Many manuals on natural history indicate that, based on known fossils, it is estimated that marsupials arose about 130 million years ago while placental mammals did about 110 million years ago. The discovery in 2011 in China of a 160-million-year-old fossil known as Juramaia changed the history of the separation between marsupials and placental mammals. The most established scientific theory to date indicates that it believes that all living mammals descended from a common ancestor that lived approximately 180 million years ago and reproduced by laying eggs. The therians, the first non-egg-laying mammals, a group that includes marsupials and placental mammals, arose about 160 million years ago. However, this section of history is still open and under discussion, how could it be otherwise.
A team led by the researcher Anjali Goswani and whose first signatory is Professor Heather E. White, both from the Natural History Museum, in London (United Kingdom), has now studied this dilemma from another point of view: mammalian paedomorphosis and marsupials. With this really bad-sounding word (paedomorphosis or paedomorphosis) scientists specialized in developmental biology define the study of characteristics of individuals that remain from the juvenile to the adult phase.
Specifically, Goswani and White’s team has analyzed the shape and volume of the skull of 165 specimens of 22 species of mammals and as a result proposes the hypothesis that placental mammals are closer to the common ancestor of egg-laying mammals than not. the marsupials.
In other words, this team believes that marsupials may actually be a more recent form of mammal than placentals (contrary to what the scientific community has thought to date).
The informative note of this study published by the Museum of Natural History dares with an even more striking headline: “Marsupials could be the most evolved mammals”. The scientific results are presented in an article published in the journal Current Biology with a headline more in keeping with scientific solemnity: “Pedomorphosis in the ancestry of marsupial mammals.”
Microcomputed tomography (micro-CT) scans of 165 specimens helped the research team reconstruct the changes in the skull of these species during this early phase of growth. Using this data, they estimated how the common ancestor of marsupials and placentals would have developed and compared it to both groups to see which was the most similar. “Using this large set of comparative data, generated from the museum’s historical collections, we have been able to propose a change in what we know about the evolution of mammals,” explains Anjali Goswami in the note released by the museum where she works. as a researcher and group leader.
The team measured how its skull shape changes throughout development and reconstructed how its ancestor would have developed. This showed that marsupials have changed more than placentals from the common ancestor.
‘For a long time, people have treated marsupials as ‘minor mammals’, representing the intermediate stage between placental and egg-laying mammals, explains Anjali Goswami. After the new analysis, she proposes that “marsupials are the ones that are much more evolved compared to the ancestral form.”
“As a member of placental mammals, we [humans] often have this bias that ours is the group that evolution is targeting, but that’s not how evolution works,” recalls this expert.
All mammals alive today can be divided into three groups: placental mammals, marsupials, and monotremes (egg-laying, like the platypus), which are easily distinguished by their reproduction methods, the authors reminded didactically.
The largest group (by current number of species about 95% of all living mammals, including humans) are placental mammals, which give birth to live, well-developed young.
Marsupials also give birth to live young, but they have a very short gestation period, so the young are very underdeveloped and must be cared for by a parent in a pouch.
Monotremes are egg-laying mammals and are the smallest of the three groups. It contains only five species alive today in two families: the platypus and the echidnas.
As therians evolved from hatching young via an egg, live birth of an underdeveloped infant as in modern marsupials was originally thought to be the natural intermediate stage.

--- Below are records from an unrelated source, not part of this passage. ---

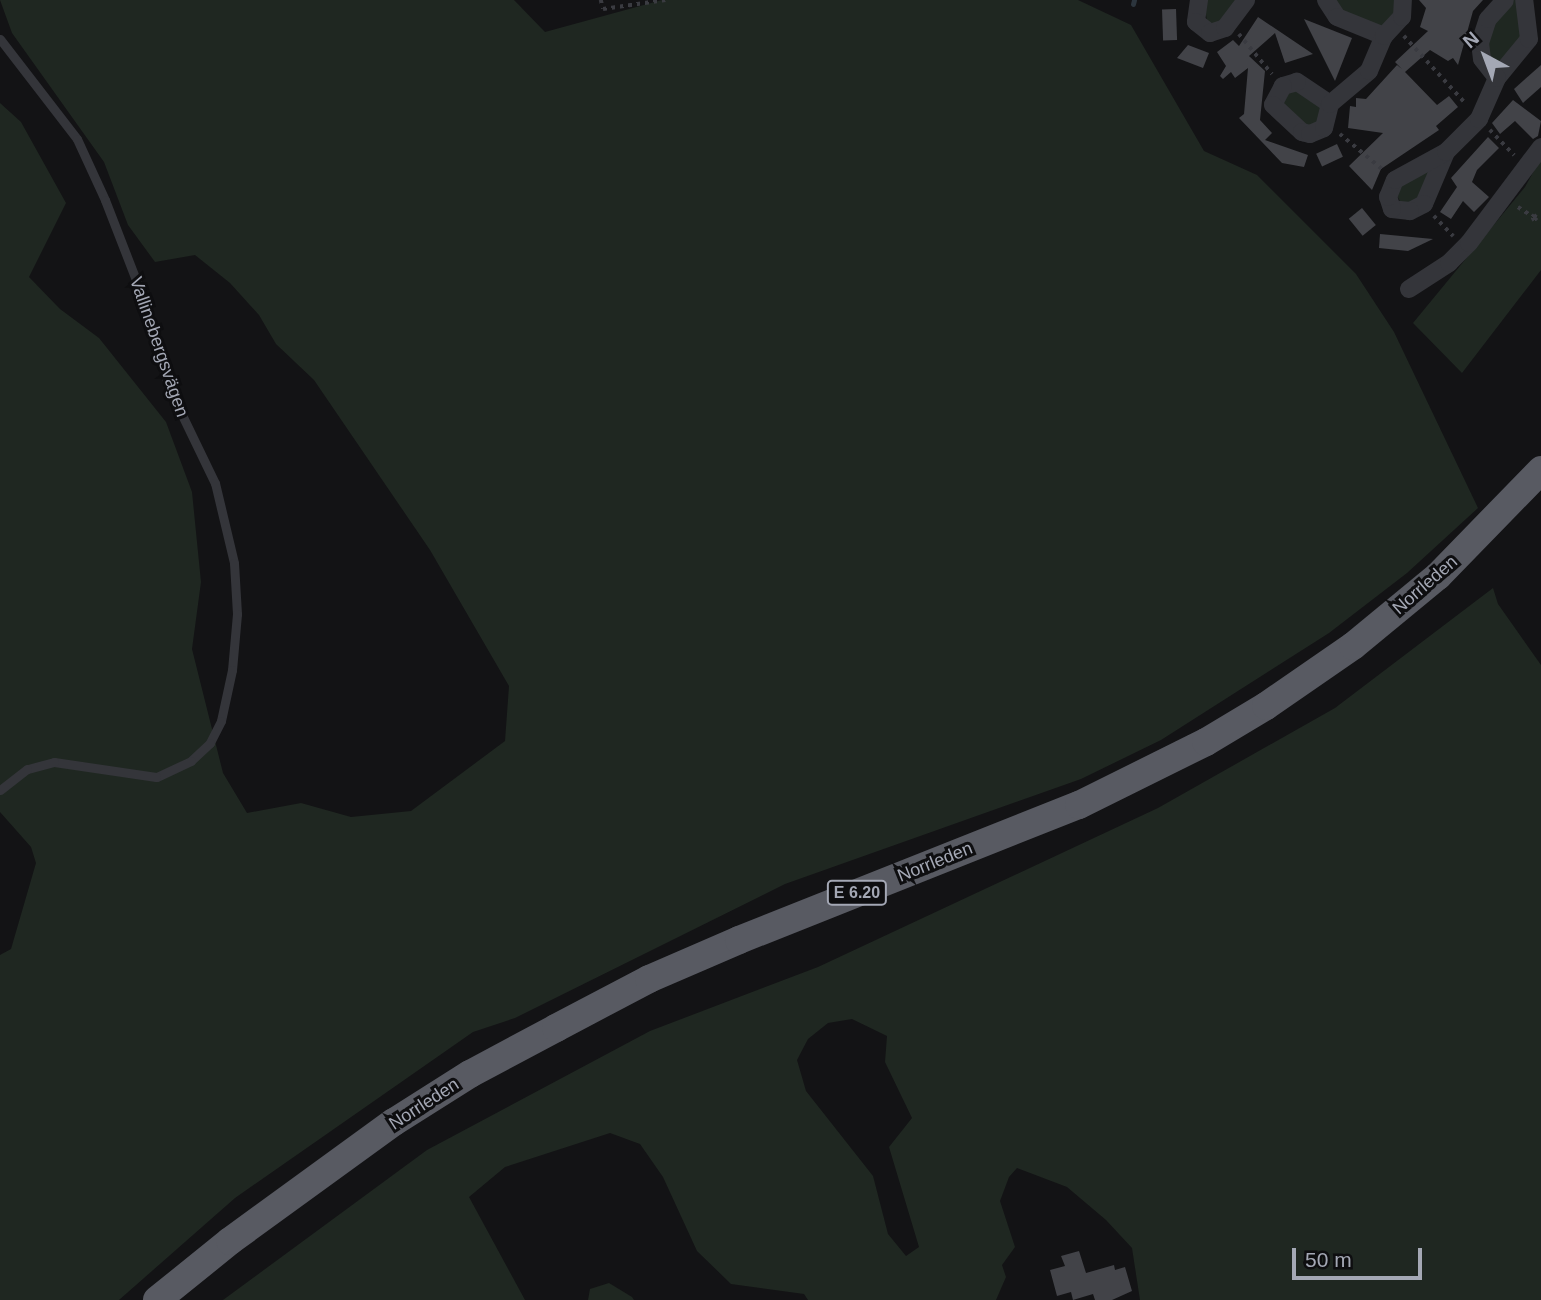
<!DOCTYPE html>
<meta charset="utf-8">
<style>
body{margin:0}
#map{position:relative;width:1541px;height:1300px;overflow:hidden;background:#131315;font-family:Arial,sans-serif}
div>[style]{position:absolute}
.green>*{inset:0;background:#1f2721}
.stream>*{height:5px;margin:-2.5px;padding:0 2.5px;transform-origin:2.5px;border-radius:2.5px;background:#2c353d}
.building>*{inset:0;background:#424348;transform-origin:0 0}
.path>*{height:3.5px;margin-top:-1.75px;transform-origin:0;background:repeating-linear-gradient(90deg,#3a3b41 0 3.5px,transparent 0 8.5px)}
.service>*{height:9px;margin:-4.5px;padding:0 4.5px;transform-origin:4.5px;border-radius:4.5px;background:#34353a}
.minor>*{height:18px;margin:-9px;padding:0 9px;transform-origin:9px;border-radius:9px;background:#34353a}
.trunk>*{height:28px;margin:-14px;padding:0 14px;transform-origin:14px;border-radius:14px;background:#585a62}
span{translate:-50% -50%;white-space:nowrap;text-align:center;line-height:1.15;-webkit-text-stroke:6px #0e0e10;paint-order:stroke}
.shield-label span{padding:2px 5px;background:#0e0e10;border:2px solid;border-radius:5px;-webkit-text-stroke-width:0}
.shield-label{font-size:16px;color:#a4a8b5;font-weight:700}
.street-label{font-size:18px;color:#a4a8b5}
.north{position:absolute;left:1450px;top:21px;width:70px;height:70px;-webkit-text-stroke:5px #0e0e10;paint-order:stroke;rotate:319deg;font-size:19px;font-weight:700;line-height:28px;text-align:center;color:#a4a8b5}
.north::after{content:'';display:block;margin:auto;width:24px;height:32px;background:#a4a8b5;clip-path:polygon(50% 0,100% 100%,50% 72%,0 100%)}
.scale{position:absolute;left:1292px;top:1248px;width:130px;height:32px;box-sizing:border-box;border:4px solid #a4a8b5;border-top:0;padding-left:9px;font-size:21px;line-height:24px;white-space:nowrap;color:#a4a8b5;-webkit-text-stroke:5px #0e0e10;paint-order:stroke}
</style>
<div id="map">
<div class="green">
<i style="clip-path:polygon(0 0,514px 0,545px 32px,662px 0,1078px 0,1131px 25px,1204px 151px,1257px 175px,1356px 274px,1394px 332px,1478px 508px,1407px 573px,1329px 633px,1161px 740px,1081px 779px,785px 884px,515px 1018px,473px 1032px,235px 1198px,119px 1300px,0 1300px,0 955px,11px 949px,36px 863px,31px 847px,0 812px,0 103px,21px 122px,66px 203px,29px 277px,60px 309px,99px 338px,166px 422px,192px 492px,201px 582px,192px 649px,223px 773px,247px 813px,301px 803px,351px 817px,411px 811px,505px 741px,509px 686px,430px 550px,314px 380px,276px 344px,259px 315px,230px 283px,195px 255px,155px 262px,128px 225px,104px 162px,12px 33px)"></i>
<i style="clip-path:polygon(1204px 0,1242px 0,1232px 14px,1208px 29px)"></i>
<i style="clip-path:polygon(1328px 0,1399px 0,1399px 7px,1384px 32px,1334px 11px)"></i>
<i style="clip-path:polygon(1512px 0,1519px 0,1527px 36px,1497px 65px,1484px 54px,1486px 34px)"></i>
<i style="clip-path:polygon(1291px 88px,1327px 111px,1309px 130px,1278px 100px)"></i>
<i style="clip-path:polygon(1541px 158px,1541px 270px,1462px 373px,1413px 323px,1525px 187px)"></i>
<i style="clip-path:polygon(1437px 162px,1427px 195px,1403px 207px,1394px 190px)"></i>
<i style="clip-path:polygon(evenodd,1493px 588px,1498px 604px,1541px 665px,1541px 1300px,1140px 1300px,1132px 1248px,1106px 1220px,1067px 1187px,1017px 1168px,1009px 1177px,1000px 1201px,1015px 1247px,1002px 1265px,1006px 1277px,996px 1300px,808px 1300px,804px 1294px,731px 1284px,697px 1251px,663px 1177px,640px 1144px,610px 1133px,505px 1167px,469px 1197px,525px 1300px,223px 1300px,427px 1150px,650px 1031px,818px 967px,1158px 808px,1335px 708px,1493px 588px,852px 1019px,887px 1036px,885px 1062px,912px 1118px,889px 1147px,919px 1247px,906px 1256px,888px 1234px,873px 1176px,806px 1091px,797px 1060px,808px 1039px,828px 1023px,852px 1019px)"></i>
<i style="clip-path:polygon(609px 1283px,632px 1297px,634px 1300px,588px 1300px,590px 1289px)"></i>
</div>
<div class="stream">
<i style="left:1133px;top:4px;width:4px;rotate:-76deg"></i>
</div>
<div class="building">
<i style="clip-path:polygon(1419px 0,1483px 0,1473px 11px,1458px 65px,1453px 58px,1448px 61px,1430px 50px,1405px 72px,1437px 105px,1449px 96px,1458px 107px,1436px 126px,1439px 130px,1381px 169px,1372px 190px,1349px 166px,1383px 133px,1348px 128px,1350px 106px,1356px 107px,1356px 98px,1366px 99px,1397px 65px,1402px 69px,1395px 62px,1428px 31px,1420px 27px,1426px 8px)"></i>
<i style="left:1176px;top:9px;width:31px;height:14px;rotate:88deg"></i>
<i style="clip-path:polygon(1258px 17px,1313px 54px,1285px 63px,1275px 33px,1249px 56px,1265px 71px,1260px 120px,1272px 133px,1265px 140px,1308px 155px,1304px 167px,1282px 163px,1239px 118px,1244px 114px,1248px 68px,1235px 78px,1231px 72px,1223px 79px,1220px 76px,1226px 66px,1217px 52px,1233px 40px,1239px 46px)"></i>
<i style="clip-path:polygon(1304px 19px,1352px 38px,1335px 81px)"></i>
<i style="clip-path:polygon(1188px 45px,1209px 53px,1203px 68px,1177px 58px)"></i>
<i style="clip-path:polygon(1541px 65px,1541px 87px,1523px 103px,1514px 89px)"></i>
<i style="clip-path:polygon(1513px 100px,1541px 121px,1538px 136px,1533px 139px,1515px 121px,1500px 134px,1492px 123px)"></i>
<i style="clip-path:polygon(1488px 137px,1499px 148px,1477px 170px,1472px 182px,1489px 197px,1474px 212px,1463px 201px,1451px 219px,1440px 212px,1457px 187px,1451px 178px)"></i>
<i style="left:1337px;top:144px;width:14px;height:23px;rotate:65deg"></i>
<i style="left:1362px;top:208px;width:22px;height:17px;rotate:51deg"></i>
<i style="clip-path:polygon(1380px 234px,1433px 239px,1408px 251px,1379px 248px)"></i>
<i style="clip-path:polygon(1079px 1251px,1086px 1273px,1114px 1265px,1115px 1270px,1125px 1267px,1132px 1291px,1112px 1300px,1095px 1300px,1093px 1294px,1073px 1300px,1071px 1292px,1057px 1296px,1050px 1270px,1065px 1266px,1061px 1256px)"></i>
</div>
<div class="path">
<i style="left:601px;top:0;width:9px;rotate:77deg"></i>
<i style="left:603px;top:9px;width:63px;rotate:-8.3deg"></i>
<i style="left:1239px;top:34px;width:52px;rotate:50.5deg"></i>
<i style="left:1404px;top:36px;width:93px;rotate:47.6deg"></i>
<i style="left:1490px;top:130px;width:35px;rotate:46deg"></i>
<i style="left:1340px;top:134px;width:55px;rotate:39.8deg"></i>
<i style="left:1518px;top:207px;width:17px;rotate:33deg"></i>
<i style="left:1534px;top:215px;width:4px;rotate:45deg"></i>
<i style="left:1537px;top:218px;width:4px;rotate:135deg"></i>
<i style="left:1534px;top:221px;width:4px;rotate:-117deg"></i>
<i style="left:1532px;top:217px;width:3px;rotate:-45deg"></i>
<i style="left:1434px;top:216px;width:28px;rotate:46deg"></i>
</div>
<div class="service">
<i style="left:0;top:39px;width:126px;rotate:52.4deg"></i>
<i style="left:77px;top:139px;width:67px;rotate:65.3deg"></i>
<i style="left:105px;top:200px;width:91px;rotate:68.8deg"></i>
<i style="left:138px;top:285px;width:108px;rotate:73.2deg"></i>
<i style="left:169px;top:388px;width:106px;rotate:64.2deg"></i>
<i style="left:215px;top:483px;width:82px;rotate:76.6deg"></i>
<i style="left:234px;top:563px;width:51px;rotate:86.6deg"></i>
<i style="left:237px;top:614px;width:56px;rotate:95.1deg"></i>
<i style="left:232px;top:670px;width:52px;rotate:102.2deg"></i>
<i style="left:221px;top:721px;width:25px;rotate:117deg"></i>
<i style="left:210px;top:743px;width:26px;rotate:137deg"></i>
<i style="left:191px;top:761px;width:38px;rotate:155deg"></i>
<i style="left:156px;top:777px;width:103px;rotate:-171.6deg"></i>
<i style="left:54px;top:762px;width:28px;rotate:165deg"></i>
<i style="left:27px;top:769px;width:34px;rotate:142deg"></i>
</div>
<div class="minor">
<i style="left:1199px;top:0;width:22px;rotate:98deg"></i>
<i style="left:1196px;top:22px;width:18px;rotate:38deg"></i>
<i style="left:1210px;top:33px;width:16px;rotate:-18deg"></i>
<i style="left:1225px;top:28px;width:35px;rotate:-53deg"></i>
<i style="left:1326px;top:0;width:20px;rotate:57deg"></i>
<i style="left:1337px;top:17px;width:51px;rotate:22deg"></i>
<i style="left:1497px;top:78px;width:50px;rotate:-50.6deg"></i>
<i style="left:1529px;top:39px;width:39px;rotate:-97deg"></i>
<i style="left:1330px;top:104px;width:40px;rotate:-146deg"></i>
<i style="left:1297px;top:82px;width:15px;rotate:164deg"></i>
<i style="left:1283px;top:86px;width:21px;rotate:118deg"></i>
<i style="left:1273px;top:105px;width:40px;rotate:43deg"></i>
<i style="left:1302px;top:132px;width:8px;rotate:14deg"></i>
<i style="left:1310px;top:134px;width:15px;rotate:-23deg"></i>
<i style="left:1324px;top:128px;width:25px;rotate:-76deg"></i>
<i style="left:1330px;top:104px;width:51px;rotate:-40.2deg"></i>
<i style="left:1369px;top:71px;width:38px;rotate:-67deg"></i>
<i style="left:1384px;top:36px;width:26px;rotate:-47deg"></i>
<i style="left:1402px;top:17px;width:17px;rotate:-87deg"></i>
<i style="left:1446px;top:152px;width:56px;rotate:112.9deg"></i>
<i style="left:1424px;top:204px;width:16px;rotate:153deg"></i>
<i style="left:1410px;top:211px;width:18px;rotate:-174deg"></i>
<i style="left:1392px;top:209px;width:13px;rotate:-108deg"></i>
<i style="left:1388px;top:197px;width:18px;rotate:-68deg"></i>
<i style="left:1395px;top:180px;width:58px;rotate:-28.8deg"></i>
<i style="left:1446px;top:152px;width:47px;rotate:-45deg"></i>
<i style="left:1479px;top:119px;width:45px;rotate:-66.3deg"></i>
<i style="left:1497px;top:78px;width:24px;rotate:-128deg"></i>
<i style="left:1482px;top:59px;width:16px;rotate:-97deg"></i>
<i style="left:1480px;top:43px;width:25px;rotate:-72deg"></i>
<i style="left:1488px;top:19px;width:25px;rotate:-48deg"></i>
<i style="left:1409px;top:289px;width:48px;rotate:-33deg"></i>
<i style="left:1449px;top:263px;width:28px;rotate:-45deg"></i>
<i style="left:1469px;top:243px;width:120px;rotate:-53.1deg"></i>
</div>
<div class="trunk">
<i style="left:157px;top:1300px;width:94px;rotate:-38.9deg"></i>
<i style="left:230px;top:1241px;width:203px;rotate:-36deg"></i>
<i style="left:394px;top:1122px;width:90px;rotate:-32.3deg"></i>
<i style="left:470px;top:1074px;width:98px;rotate:-28.1deg"></i>
<i style="left:556px;top:1028px;width:105px;rotate:-27.8deg"></i>
<i style="left:649px;top:979px;width:98px;rotate:-23.4deg"></i>
<i style="left:739px;top:940px;width:366px;rotate:-21.7deg"></i>
<i style="left:1079px;top:805px;width:142px;rotate:-26.4deg"></i>
<i style="left:1206px;top:742px;width:70px;rotate:-31deg"></i>
<i style="left:1266px;top:706px;width:106px;rotate:-34.6deg"></i>
<i style="left:1353px;top:646px;width:110px;rotate:-39.5deg"></i>
<i style="left:1438px;top:576px;width:148px;rotate:-45.8deg"></i>
</div>
<div class="shield-label">
<span style="left:857px;top:893px">E 6.20</span>
</div>
<div class="street-label">
<span style="left:159px;top:347px;rotate:71deg">Vallinebergsvägen</span>
<span style="left:1425px;top:585px;rotate:-41deg">Norrleden</span>
<span style="left:935px;top:862px;rotate:-22deg">Norrleden</span>
<span style="left:424px;top:1104px;rotate:-33deg">Norrleden</span>
</div>
<div class="north">N</div>
<div class="scale">50 m</div>
</div>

However, the study now being published considers that this explanation may not be the correct one.
“What we were able to clearly show is that the form of development of marsupials has changed the most from the ancestor of marsupials and placentals,” says Professor Anjali Gosvami.
“The way that marsupials reproduce is not an intermediate way between egg-laying and placental mammals; it’s just a completely different form of development that marsupials have evolved.”
Placental mammals are born with all four limbs and skulls already well developed, which increase in size as the animal ages. The gestation period varies based on body size, but can last up to 22 months in African elephants.
By contrast, marsupials are essentially born in an embryonic state. For example, the red kangaroo gives birth to a jelly bean-sized baby just one month after conception before nursing its young for up to six months.
The hind legs and skull of these babies have not fully formed, but the front legs and mouth bones are slightly more developed. Indeed, the animal has all the parts it needs to crawl through its mother’s fur to reach the milk teats and suckle, but not much else. Many marsupials have a pouch that helps protect the underdeveloped young while they are at this vulnerable stage.